Global markets are bracing for what looks set to be another tumultuous week with a focus on the Federal Reserve’s policy response to the US bank turmoil and the fate of Credit Suisse Group AG in Switzerland as rescue talks continued over the weekend.
Currencies will give an early indication of investor sentiment, with trading in the Asia-Pacific region set to get underway at about 5 a.m. Sydney time. Traders will watch how the Swiss franc reacts to the flurry of weekend activity that saw rival UBS Group AG agreeing to buy Credit Suisse in a government-brokered deal. The Swiss currency has lost some of its haven appeal with the country’s banking sector being at the center of the financial turmoil.

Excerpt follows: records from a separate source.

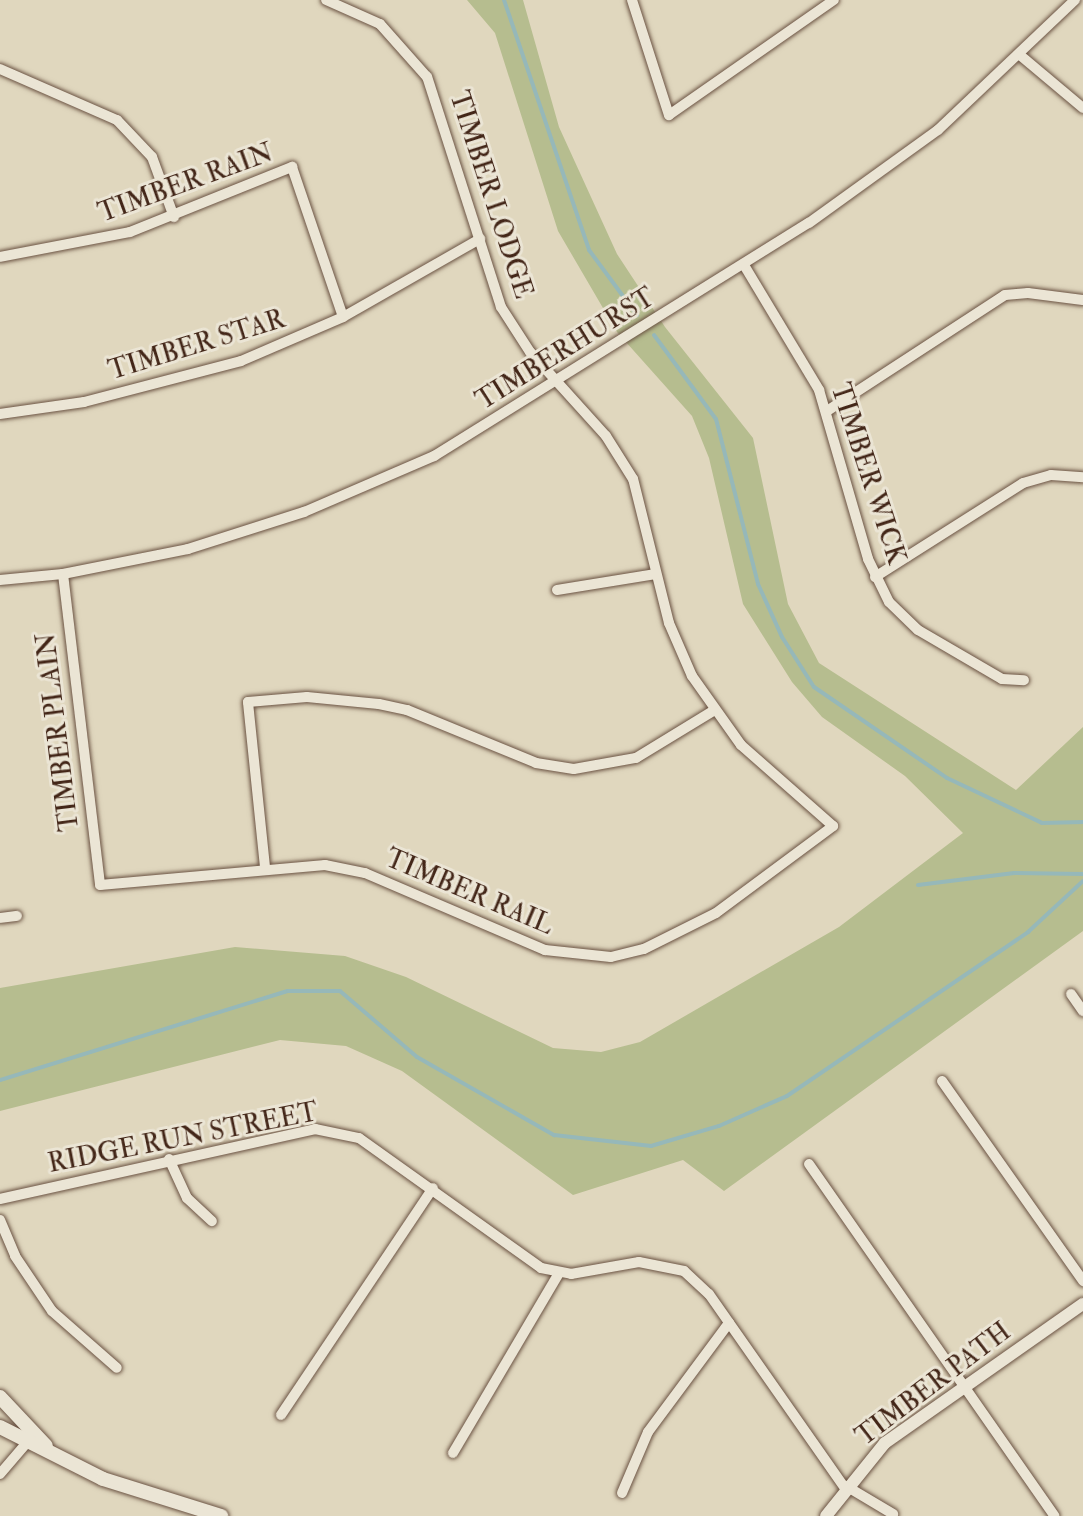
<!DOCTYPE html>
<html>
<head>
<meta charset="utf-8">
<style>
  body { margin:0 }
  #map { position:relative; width:1083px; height:1516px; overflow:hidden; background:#e0d7be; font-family:"IM FELL Double Pica",serif }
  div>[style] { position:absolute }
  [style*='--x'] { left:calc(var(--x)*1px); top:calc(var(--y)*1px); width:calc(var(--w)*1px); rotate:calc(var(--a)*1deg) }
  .green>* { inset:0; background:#b6bd8f }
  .stream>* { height:4px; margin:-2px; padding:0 2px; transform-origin:2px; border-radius:2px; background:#96b8b9 }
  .roads { filter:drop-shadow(0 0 2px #6a5242) drop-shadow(0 0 2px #6a5242) }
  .minor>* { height:10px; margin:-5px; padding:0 5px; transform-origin:5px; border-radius:5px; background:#ebe5d5 }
  .tertiary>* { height:12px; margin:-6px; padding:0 6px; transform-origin:6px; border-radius:6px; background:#ebe5d5 }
  .secondary>* { height:14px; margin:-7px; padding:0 7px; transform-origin:7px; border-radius:7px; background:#ebe5d5 }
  span { translate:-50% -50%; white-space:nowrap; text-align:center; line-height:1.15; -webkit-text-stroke:6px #ebe5d5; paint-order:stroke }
  .street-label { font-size:26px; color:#432618 }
</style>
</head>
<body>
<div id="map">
  <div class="green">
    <i style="clip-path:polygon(467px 0,523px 0,559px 127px,617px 254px,665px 327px,753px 438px,788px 604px,819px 663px,1016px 790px,1083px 727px,1083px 931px,724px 1191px,683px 1160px,573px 1195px,402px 1071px,346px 1046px,280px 1040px,0 1111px,0 988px,235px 947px,345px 956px,406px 977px,553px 1048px,601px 1052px,640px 1042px,839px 927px,963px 833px,905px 776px,822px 717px,792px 682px,743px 604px,709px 458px,692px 416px,617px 332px,558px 231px,495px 33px)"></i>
  </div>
  <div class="stream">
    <i style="--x:504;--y:0;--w:264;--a:71.2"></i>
    <i style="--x:589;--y:250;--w:81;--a:53.6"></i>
    <i style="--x:654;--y:335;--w:104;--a:53.6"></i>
    <i style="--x:716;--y:419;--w:170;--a:75.7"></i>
    <i style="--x:758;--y:584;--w:58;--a:65.6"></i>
    <i style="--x:782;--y:637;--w:59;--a:57.4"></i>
    <i style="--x:814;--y:687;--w:161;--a:34.4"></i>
    <i style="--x:947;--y:778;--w:105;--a:25.3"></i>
    <i style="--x:1042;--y:823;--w:41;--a:-1.4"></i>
    <i style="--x:918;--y:885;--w:97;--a:-7.1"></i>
    <i style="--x:1014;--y:873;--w:69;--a:0.8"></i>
    <i style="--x:0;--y:1080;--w:301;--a:-17.2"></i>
    <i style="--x:288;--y:991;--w:52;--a:0"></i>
    <i style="--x:340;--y:991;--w:101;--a:40.6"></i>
    <i style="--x:417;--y:1057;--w:158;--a:29.7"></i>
    <i style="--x:554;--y:1135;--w:98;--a:6.5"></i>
    <i style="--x:651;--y:1146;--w:71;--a:-16.4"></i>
    <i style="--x:719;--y:1126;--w:74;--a:-23.8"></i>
    <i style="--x:787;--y:1096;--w:292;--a:-34.2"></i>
    <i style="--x:1028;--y:932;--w:75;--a:-42.8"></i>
  </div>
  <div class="roads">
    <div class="minor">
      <i style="--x:632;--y:0;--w:121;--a:72.2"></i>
      <i style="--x:669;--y:115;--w:201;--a:-34.9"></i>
      <i style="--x:1021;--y:56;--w:81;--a:40"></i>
      <i style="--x:0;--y:69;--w:128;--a:23.6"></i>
      <i style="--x:117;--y:120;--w:51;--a:46.6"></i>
      <i style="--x:152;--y:157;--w:64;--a:69.9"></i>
      <i style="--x:0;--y:257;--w:132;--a:-10.9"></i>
      <i style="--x:130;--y:232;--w:175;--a:-21.9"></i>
      <i style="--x:292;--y:167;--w:158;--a:71.2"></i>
      <i style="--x:744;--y:265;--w:146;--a:59"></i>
      <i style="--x:819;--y:390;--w:176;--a:73.8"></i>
      <i style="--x:868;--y:559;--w:48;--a:64"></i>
      <i style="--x:889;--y:602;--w:40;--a:44"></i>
      <i style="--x:918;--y:630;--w:97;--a:30.3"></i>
      <i style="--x:1002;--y:679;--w:22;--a:3"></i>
      <i style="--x:827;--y:411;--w:212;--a:-33.1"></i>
      <i style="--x:1005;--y:295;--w:23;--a:-5"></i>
      <i style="--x:1028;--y:293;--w:55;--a:7.3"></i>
      <i style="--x:0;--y:414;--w:85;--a:-8.1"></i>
      <i style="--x:84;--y:402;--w:162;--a:-14.6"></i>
      <i style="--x:241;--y:361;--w:111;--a:-23.3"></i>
      <i style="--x:343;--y:317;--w:158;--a:-29.7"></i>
      <i style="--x:63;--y:574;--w:313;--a:83.2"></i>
      <i style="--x:100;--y:885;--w:226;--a:-5.1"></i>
      <i style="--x:325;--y:865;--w:41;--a:11.3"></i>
      <i style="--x:365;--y:873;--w:196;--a:23.2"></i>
      <i style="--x:545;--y:950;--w:66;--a:6.1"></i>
      <i style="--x:611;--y:957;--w:34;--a:-14"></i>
      <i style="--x:644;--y:949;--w:80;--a:-26.6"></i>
      <i style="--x:716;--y:913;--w:146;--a:-36.6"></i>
      <i style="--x:833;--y:826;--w:123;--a:-138.6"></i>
      <i style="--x:741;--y:745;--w:85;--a:-125.4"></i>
      <i style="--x:692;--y:676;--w:58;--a:-113.5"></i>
      <i style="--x:669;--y:623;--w:148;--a:-104"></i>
      <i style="--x:633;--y:479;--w:51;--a:-122.1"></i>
      <i style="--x:606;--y:436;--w:113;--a:-132.1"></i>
      <i style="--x:530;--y:352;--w:54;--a:-122.8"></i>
      <i style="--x:501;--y:307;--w:242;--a:-107.8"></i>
      <i style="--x:427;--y:77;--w:71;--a:-131.6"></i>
      <i style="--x:380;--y:24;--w:59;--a:-156"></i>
      <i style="--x:875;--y:577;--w:175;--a:-32.4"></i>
      <i style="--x:1023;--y:483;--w:29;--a:-16"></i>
      <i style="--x:1051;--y:475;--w:32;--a:4"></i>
      <i style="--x:0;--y:580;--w:63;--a:-5.4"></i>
      <i style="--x:63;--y:574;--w:127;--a:-11.3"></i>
      <i style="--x:188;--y:549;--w:122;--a:-17.7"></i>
      <i style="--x:304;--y:512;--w:142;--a:-23.3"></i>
      <i style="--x:434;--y:456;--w:441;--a:-31.9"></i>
      <i style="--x:809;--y:223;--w:159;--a:-35.8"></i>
      <i style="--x:938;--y:130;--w:189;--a:-43.5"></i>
      <i style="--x:557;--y:590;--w:100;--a:-9.2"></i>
      <i style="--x:265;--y:867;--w:166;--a:-95.9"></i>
      <i style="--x:248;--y:702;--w:59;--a:-4.8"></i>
      <i style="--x:307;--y:697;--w:72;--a:5.6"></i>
      <i style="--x:379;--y:704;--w:29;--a:12"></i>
      <i style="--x:407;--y:710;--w:139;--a:22.3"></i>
      <i style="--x:536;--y:763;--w:38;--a:9"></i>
      <i style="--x:574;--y:769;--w:63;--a:-10.1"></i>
      <i style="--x:636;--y:758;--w:90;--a:-31.4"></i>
      <i style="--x:0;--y:918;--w:17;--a:-7"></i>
      <i style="--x:1071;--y:994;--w:21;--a:55"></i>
      <i style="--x:942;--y:1081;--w:245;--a:54.8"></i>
      <i style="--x:169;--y:1159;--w:43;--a:65.2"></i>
      <i style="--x:187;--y:1198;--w:34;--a:43"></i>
      <i style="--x:809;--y:1164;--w:429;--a:55.1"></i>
      <i style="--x:0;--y:1199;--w:323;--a:-12.5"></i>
      <i style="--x:315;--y:1129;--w:45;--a:11.6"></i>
      <i style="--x:359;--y:1138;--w:224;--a:35.5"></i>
      <i style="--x:541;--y:1268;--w:31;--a:11"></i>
      <i style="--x:571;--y:1274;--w:69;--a:-10"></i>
      <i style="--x:639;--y:1262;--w:46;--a:11.3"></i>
      <i style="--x:684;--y:1271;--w:34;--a:43"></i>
      <i style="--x:709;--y:1294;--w:237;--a:55"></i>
      <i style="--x:0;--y:1220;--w:39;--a:67"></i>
      <i style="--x:15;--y:1256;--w:66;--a:56.1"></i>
      <i style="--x:52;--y:1311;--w:86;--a:41.2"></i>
      <i style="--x:281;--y:1415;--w:273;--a:-56.2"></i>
      <i style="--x:453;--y:1453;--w:209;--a:-59.5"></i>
      <i style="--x:0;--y:1474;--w:48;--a:-49.3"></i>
      <i style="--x:846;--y:1486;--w:55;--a:30.8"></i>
      <i style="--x:622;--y:1493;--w:66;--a:-66.9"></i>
      <i style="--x:648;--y:1432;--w:136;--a:-53.4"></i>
    </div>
    <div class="tertiary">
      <i style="--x:826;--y:1516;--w:94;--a:-51.1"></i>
      <i style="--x:885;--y:1443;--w:242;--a:-35.1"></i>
    </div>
    <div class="secondary">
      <i style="--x:0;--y:1397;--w:67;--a:46.8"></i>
      <i style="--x:0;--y:1427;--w:115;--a:26.8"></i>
      <i style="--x:103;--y:1479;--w:124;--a:17.4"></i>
    </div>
  </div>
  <div class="street-label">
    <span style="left:186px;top:184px;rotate:-20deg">TIMBER RAIN</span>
    <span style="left:490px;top:195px;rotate:72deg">TIMBER LODGE</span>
    <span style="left:197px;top:346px;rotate:-17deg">TIMBER STAR</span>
    <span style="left:566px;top:350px;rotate:-32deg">TIMBERHURST</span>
    <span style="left:867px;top:474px;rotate:72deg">TIMBER WICK</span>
    <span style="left:59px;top:732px;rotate:-97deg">TIMBER PLAIN</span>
    <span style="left:469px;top:893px;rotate:23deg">TIMBER RAIL</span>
    <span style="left:183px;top:1139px;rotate:-11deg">RIDGE RUN STREET</span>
    <span style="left:934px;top:1385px;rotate:-37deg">TIMBER PATH</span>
  </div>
</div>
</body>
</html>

Volatility skyrocketed last week as fears spread about the health of the global financial system amid the effects of the Fed’s yearlong campaign to fight inflation. Concern about potential contagion sent investors scurrying for haven assets and forced a radical rethink about how tight the Fed — and other central banks — will be able to keep policy.

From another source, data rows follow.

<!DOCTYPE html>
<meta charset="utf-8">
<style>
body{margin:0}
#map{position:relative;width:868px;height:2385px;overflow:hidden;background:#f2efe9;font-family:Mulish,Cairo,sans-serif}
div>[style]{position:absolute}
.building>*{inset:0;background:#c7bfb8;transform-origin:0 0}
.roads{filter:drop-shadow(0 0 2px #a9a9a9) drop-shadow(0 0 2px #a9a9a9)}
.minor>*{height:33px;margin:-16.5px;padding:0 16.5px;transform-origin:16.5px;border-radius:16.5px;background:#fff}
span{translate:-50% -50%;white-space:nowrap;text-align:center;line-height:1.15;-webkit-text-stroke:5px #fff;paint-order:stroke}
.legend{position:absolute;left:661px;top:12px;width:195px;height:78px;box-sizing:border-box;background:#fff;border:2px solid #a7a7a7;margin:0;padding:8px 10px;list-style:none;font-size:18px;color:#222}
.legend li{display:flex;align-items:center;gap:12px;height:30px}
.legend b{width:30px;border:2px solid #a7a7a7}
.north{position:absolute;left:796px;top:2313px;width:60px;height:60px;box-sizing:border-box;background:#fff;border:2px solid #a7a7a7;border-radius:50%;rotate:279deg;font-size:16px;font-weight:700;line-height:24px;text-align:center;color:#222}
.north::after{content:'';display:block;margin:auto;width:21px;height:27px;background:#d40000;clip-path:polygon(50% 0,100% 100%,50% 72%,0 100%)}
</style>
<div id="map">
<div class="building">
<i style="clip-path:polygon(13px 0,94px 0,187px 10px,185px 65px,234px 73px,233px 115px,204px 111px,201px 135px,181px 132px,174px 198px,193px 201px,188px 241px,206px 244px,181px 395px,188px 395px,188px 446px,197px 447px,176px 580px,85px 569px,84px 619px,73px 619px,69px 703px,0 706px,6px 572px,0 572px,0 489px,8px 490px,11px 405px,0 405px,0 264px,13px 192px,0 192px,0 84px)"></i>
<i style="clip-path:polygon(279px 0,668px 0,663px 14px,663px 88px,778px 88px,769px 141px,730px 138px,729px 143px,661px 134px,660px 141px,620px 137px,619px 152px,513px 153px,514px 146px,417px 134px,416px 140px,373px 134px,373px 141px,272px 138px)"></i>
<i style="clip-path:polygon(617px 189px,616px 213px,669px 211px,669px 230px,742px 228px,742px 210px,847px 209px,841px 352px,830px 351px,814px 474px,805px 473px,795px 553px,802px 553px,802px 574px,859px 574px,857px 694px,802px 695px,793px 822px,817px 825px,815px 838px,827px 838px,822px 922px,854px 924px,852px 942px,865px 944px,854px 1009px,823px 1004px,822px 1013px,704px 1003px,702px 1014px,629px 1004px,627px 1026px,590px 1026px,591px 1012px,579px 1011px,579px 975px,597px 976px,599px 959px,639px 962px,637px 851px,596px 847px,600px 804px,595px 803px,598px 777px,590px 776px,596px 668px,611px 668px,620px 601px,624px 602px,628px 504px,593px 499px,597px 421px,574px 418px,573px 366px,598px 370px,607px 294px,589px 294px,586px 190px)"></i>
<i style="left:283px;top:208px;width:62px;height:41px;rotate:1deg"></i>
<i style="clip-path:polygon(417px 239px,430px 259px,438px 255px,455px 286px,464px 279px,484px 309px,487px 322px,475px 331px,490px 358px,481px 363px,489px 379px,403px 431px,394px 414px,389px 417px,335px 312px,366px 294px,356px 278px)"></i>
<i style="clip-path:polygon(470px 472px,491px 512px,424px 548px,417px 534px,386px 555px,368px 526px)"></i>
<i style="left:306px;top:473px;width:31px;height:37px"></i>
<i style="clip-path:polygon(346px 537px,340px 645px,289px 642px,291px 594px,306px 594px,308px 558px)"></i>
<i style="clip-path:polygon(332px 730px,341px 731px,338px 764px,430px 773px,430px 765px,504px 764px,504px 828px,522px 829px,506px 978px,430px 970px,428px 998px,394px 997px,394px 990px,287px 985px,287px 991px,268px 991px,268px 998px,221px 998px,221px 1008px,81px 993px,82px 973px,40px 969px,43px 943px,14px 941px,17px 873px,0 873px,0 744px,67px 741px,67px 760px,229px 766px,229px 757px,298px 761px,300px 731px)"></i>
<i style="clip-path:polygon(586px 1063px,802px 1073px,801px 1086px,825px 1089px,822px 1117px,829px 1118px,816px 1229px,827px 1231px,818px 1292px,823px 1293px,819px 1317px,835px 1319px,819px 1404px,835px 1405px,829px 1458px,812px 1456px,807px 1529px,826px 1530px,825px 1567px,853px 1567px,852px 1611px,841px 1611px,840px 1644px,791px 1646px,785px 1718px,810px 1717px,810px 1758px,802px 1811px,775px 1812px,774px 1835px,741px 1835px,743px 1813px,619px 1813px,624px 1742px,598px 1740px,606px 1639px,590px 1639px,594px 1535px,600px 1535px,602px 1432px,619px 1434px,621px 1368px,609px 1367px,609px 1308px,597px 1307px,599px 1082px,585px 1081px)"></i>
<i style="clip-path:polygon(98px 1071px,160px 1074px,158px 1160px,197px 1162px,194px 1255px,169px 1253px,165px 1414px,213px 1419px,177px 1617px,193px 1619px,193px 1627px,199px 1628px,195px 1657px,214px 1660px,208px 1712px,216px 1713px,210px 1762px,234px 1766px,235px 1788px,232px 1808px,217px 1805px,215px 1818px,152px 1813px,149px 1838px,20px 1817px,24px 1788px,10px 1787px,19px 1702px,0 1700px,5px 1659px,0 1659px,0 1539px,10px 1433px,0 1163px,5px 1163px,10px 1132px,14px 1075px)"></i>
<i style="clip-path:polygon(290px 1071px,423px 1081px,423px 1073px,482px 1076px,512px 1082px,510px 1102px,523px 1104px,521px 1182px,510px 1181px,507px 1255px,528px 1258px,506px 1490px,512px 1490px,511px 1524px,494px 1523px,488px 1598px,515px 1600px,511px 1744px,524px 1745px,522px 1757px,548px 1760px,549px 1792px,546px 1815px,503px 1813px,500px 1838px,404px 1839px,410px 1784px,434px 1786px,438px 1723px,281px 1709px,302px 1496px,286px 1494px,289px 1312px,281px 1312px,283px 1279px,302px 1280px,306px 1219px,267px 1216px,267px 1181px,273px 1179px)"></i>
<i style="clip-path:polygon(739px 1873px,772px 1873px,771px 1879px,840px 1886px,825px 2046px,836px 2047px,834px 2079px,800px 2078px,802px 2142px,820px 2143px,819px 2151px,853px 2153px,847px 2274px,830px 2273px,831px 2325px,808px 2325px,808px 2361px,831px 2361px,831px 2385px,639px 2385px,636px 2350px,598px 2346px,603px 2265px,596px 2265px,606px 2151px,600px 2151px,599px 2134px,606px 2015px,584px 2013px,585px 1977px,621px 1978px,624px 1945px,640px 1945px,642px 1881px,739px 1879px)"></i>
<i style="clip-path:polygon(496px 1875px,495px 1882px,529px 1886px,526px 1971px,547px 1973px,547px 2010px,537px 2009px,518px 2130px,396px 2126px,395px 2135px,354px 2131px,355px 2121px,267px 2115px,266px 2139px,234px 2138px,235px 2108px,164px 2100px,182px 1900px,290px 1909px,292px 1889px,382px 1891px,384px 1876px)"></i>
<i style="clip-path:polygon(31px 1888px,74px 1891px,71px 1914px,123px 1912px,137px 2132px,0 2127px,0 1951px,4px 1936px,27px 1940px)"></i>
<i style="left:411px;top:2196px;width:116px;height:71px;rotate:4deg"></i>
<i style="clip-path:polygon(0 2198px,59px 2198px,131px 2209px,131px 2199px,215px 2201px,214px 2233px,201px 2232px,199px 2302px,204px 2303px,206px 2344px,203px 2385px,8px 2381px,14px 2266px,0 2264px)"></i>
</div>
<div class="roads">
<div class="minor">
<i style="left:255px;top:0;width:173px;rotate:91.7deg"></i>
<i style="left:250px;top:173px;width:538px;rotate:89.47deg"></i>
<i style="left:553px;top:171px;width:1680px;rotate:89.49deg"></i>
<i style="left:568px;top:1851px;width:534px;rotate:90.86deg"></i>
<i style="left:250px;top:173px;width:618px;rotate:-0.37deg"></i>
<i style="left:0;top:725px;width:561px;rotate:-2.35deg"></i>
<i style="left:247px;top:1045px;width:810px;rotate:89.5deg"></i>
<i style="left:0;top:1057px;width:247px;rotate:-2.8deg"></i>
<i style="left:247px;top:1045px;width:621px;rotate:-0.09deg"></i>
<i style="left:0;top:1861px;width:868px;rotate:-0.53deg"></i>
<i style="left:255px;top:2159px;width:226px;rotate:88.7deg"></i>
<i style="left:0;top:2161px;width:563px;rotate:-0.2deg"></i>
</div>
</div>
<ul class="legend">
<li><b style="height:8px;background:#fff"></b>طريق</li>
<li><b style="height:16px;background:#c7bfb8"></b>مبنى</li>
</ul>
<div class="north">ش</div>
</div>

Front-end Treasury yields were whipsawed by more than 20 basis points every day as investors plowed cash into US securities. US bank equities took a beating and technology stocks turned out to be something of a refuge. At the close of trade last week, swap markets indicated around a two-in-three chance that the Fed would opt to push ahead with a quarter-point interest-rate increase at its meeting Wednesday, although pricing suggested that it’s likely to end its tightening cycle there.